4. La damisela en apuros

“Ay, ¿cómo abro esta masilla?” Es sorprendente lo rápido que se puede olvidar el nerviosismo en la prisa por ayudar y, con cinco niños, generalmente no hay escasez de caballeros con una armadura brillante pero ligeramente pegajosa.

5. Los errores ruidosos

“Vaya, me encanta realmente lo que Ian dibujó aquí”, le dije en voz alta a Margaret mientras Adam fingía no escuchar desde otra habitación. “¡Este dinosaurio da mucho miedo!”. Bueno, eso fue mucha tentación para Adam, simplemente tuvo que venir a ver lo que estábamos discutiendo y luego me corrigió en voz alta que era un robot y que lo hizo él, y antes de darse cuenta se había olvidado de estar nervioso por nuestros invitados a la cena.

6. La lesión

Siempre y cuando sea su propia lesión. Nadie en nuestra familia puede resistir un rasguño, un dedo del pie golpeado o una curita. La sangre no es necesaria.

7. El bocadillo o botana

Esto no necesita explicación, ¿o sí?

8. La preparación de un bocadillo o botana

Algunas sugerencias fáciles y divertidas incluyen “hormigas en un tronco” (apio cubierto de mantequilla de maní y salpicado de pasas), mantequilla de maní, jalea y plátano “hot dogs” en un pan y palomitas de maíz caseras (para algo que no involucra mantequilla de maní).

9. La salida

A jugar. No acerque una silla, no se quede ahí y espere a que los niños nerviosos tomen la iniciativa. Nuestros cuidadores más exitosos han iniciado un juego de tag (en algunos países es conocido como las traes, el pilla-pilla, etc.), un mural de tiza, saltando en el trampolín o incluso la bala de cañón ocasional en la piscina.

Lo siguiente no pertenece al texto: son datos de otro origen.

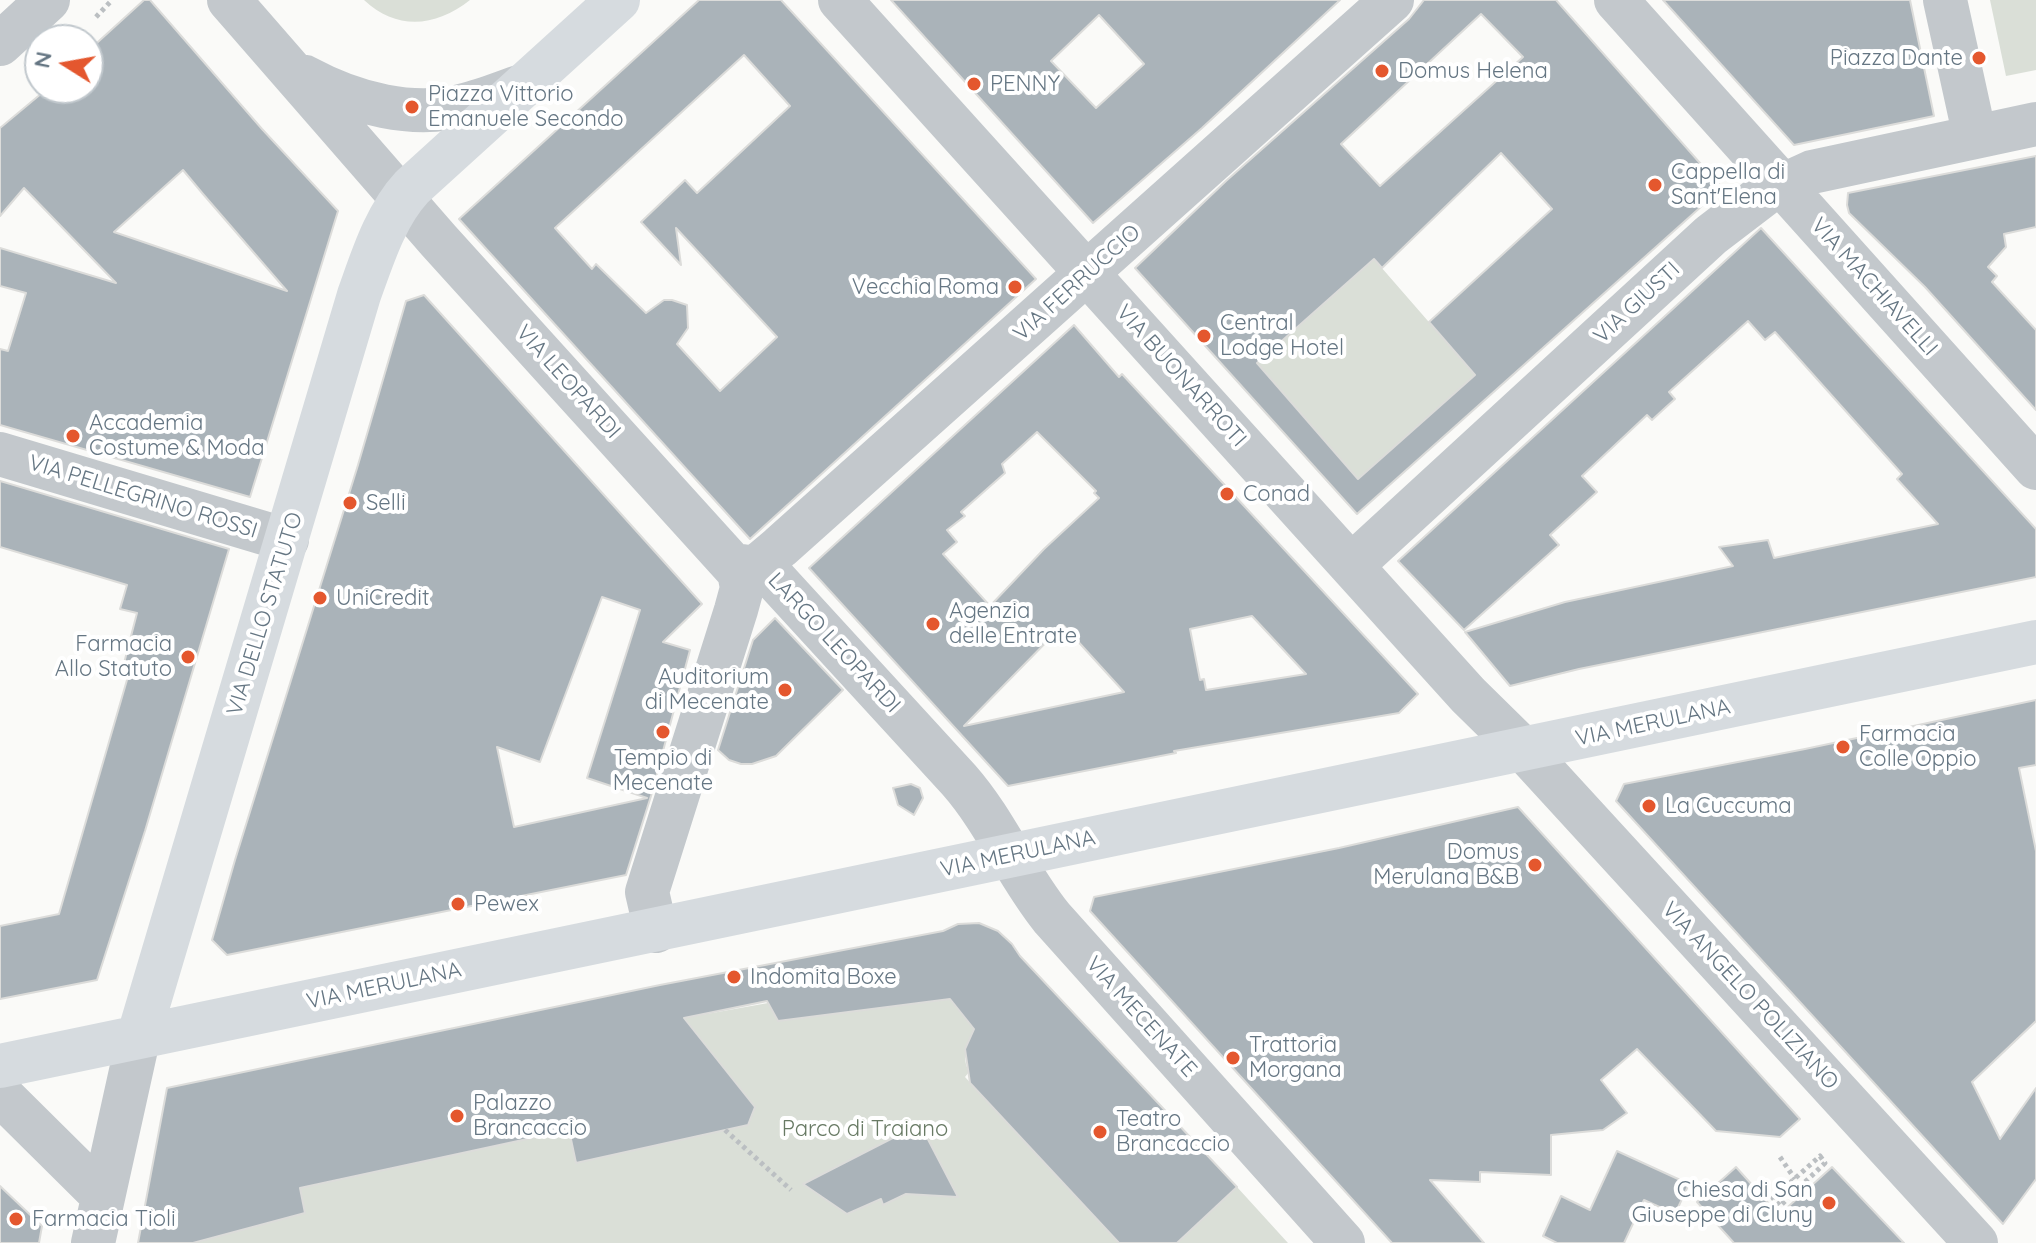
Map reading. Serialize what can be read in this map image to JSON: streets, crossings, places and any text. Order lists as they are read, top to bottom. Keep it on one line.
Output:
{"streets":{"main road":["VIA DELLO STATUTO","VIA MERULANA"],"street":["VIA FERRUCCIO","VIA MACHIAVELLI","VIA GIUSTI","VIA BUONARROTI","VIA LEOPARDI","VIA PELLEGRINO ROSSI","LARGO LEOPARDI","VIA ANGELO POLIZIANO","VIA MECENATE"]},"crossings":[["VIA FERRUCCIO","VIA BUONARROTI"],["VIA FERRUCCIO","VIA LEOPARDI"],["VIA FERRUCCIO","LARGO LEOPARDI"],["VIA MACHIAVELLI","VIA GIUSTI"],["VIA GIUSTI","VIA BUONARROTI"],["VIA BUONARROTI","VIA MERULANA"],["VIA BUONARROTI","VIA ANGELO POLIZIANO"],["VIA LEOPARDI","VIA DELLO STATUTO"],["VIA LEOPARDI","LARGO LEOPARDI"],["VIA PELLEGRINO ROSSI","VIA DELLO STATUTO"],["VIA DELLO STATUTO","VIA MERULANA"],["LARGO LEOPARDI","VIA MERULANA"],["LARGO LEOPARDI","VIA MECENATE"],["VIA MERULANA","VIA ANGELO POLIZIANO"],["VIA MERULANA","VIA MECENATE"]],"parks":["Parco di Traiano"],"places":["Piazza Dante","Domus Helena","PENNY","Piazza Vittorio Emanuele Secondo","Cappella di Sant'Elena","Vecchia Roma","Central Lodge Hotel","Accademia Costume & Moda","Conad","Selli","UniCredit","Agenzia delle Entrate","Farmacia Allo Statuto","Auditorium di Mecenate","Tempio di Mecenate","Farmacia Colle Oppio","La Cuccuma","Domus Merulana B&B","Pewex","Indomita Boxe","Trattoria Morgana","Palazzo Brancaccio","Teatro Brancaccio","Chiesa di San Giuseppe di Cluny","Farmacia Tioli"],"north":"left"}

10. La “no existente” compra de amor

Para las niñeras nuevas o situaciones especialmente inusuales (donde absolutamente no puedo ser molestado por unas pocas horas), dejo una bolsa secreta de golosinas para después de que me haya ido. Globos, crayones nuevos, Tootsie Pops, burbujas, un nuevo juego, algo que sé que los distraerá totalmente y matará algo de tiempo. Si los niños me cuentan todo sobre las asombrosas sorpresas de la niñera cuando llegue a casa, fingiré estar sorprendida. Tengo tanto interés en este ejercicio como la niñera.

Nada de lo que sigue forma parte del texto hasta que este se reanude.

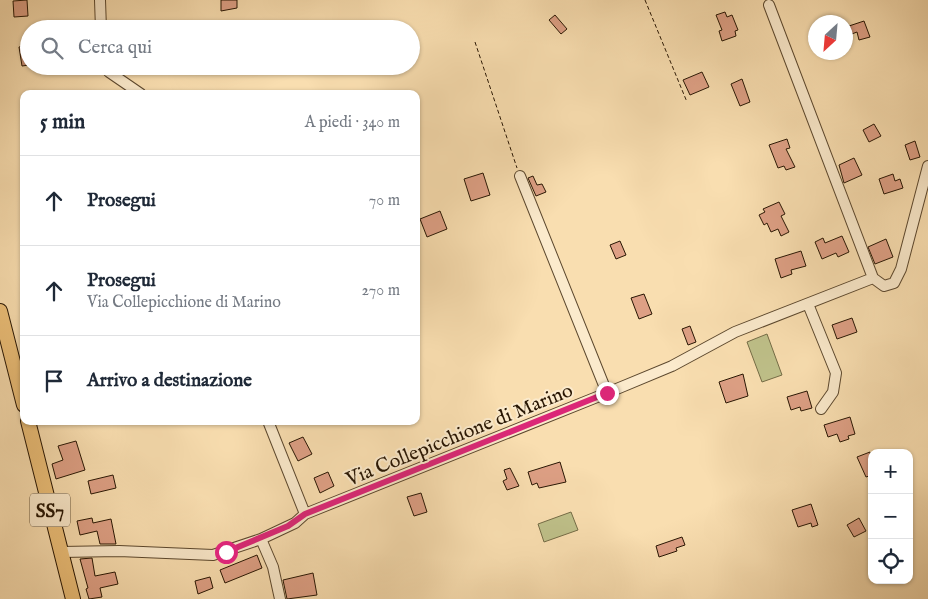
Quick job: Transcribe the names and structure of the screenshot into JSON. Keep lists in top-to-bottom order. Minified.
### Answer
{"streets":{"main road":["SS7"],"street":["Via Collepicchione di Marino"]},"crossings":[["Via Collepicchione di Marino","SS7"]],"north":"bottom left","page":{"search":"Cerca qui","heading":["5 min","A piedi · 340 m"],"list":[["Prosegui","70 m"],["Prosegui","Via Collepicchione di Marino","270 m"],"Arrivo a destinazione"],"map_buttons":["+","−"]}}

11. Rómpase en caso de emergencia

¿Nada funciona? ¿Se siente desesperado? Abra (escalofriante, ¿verdad?) una pantalla y pregunta sobre “este juego llamado Minecraft”. Comience a peinar el cabello de una muñeca American Girl (mueca). Saque un poco de pintura y papel. Cuente un chiste, cave en la tierra y encuentre algunos gusanos. Saque las pistolas de agua. Pero una vez que haya llegado ahí mi amiga, estará en el camino correcto a largo plazo.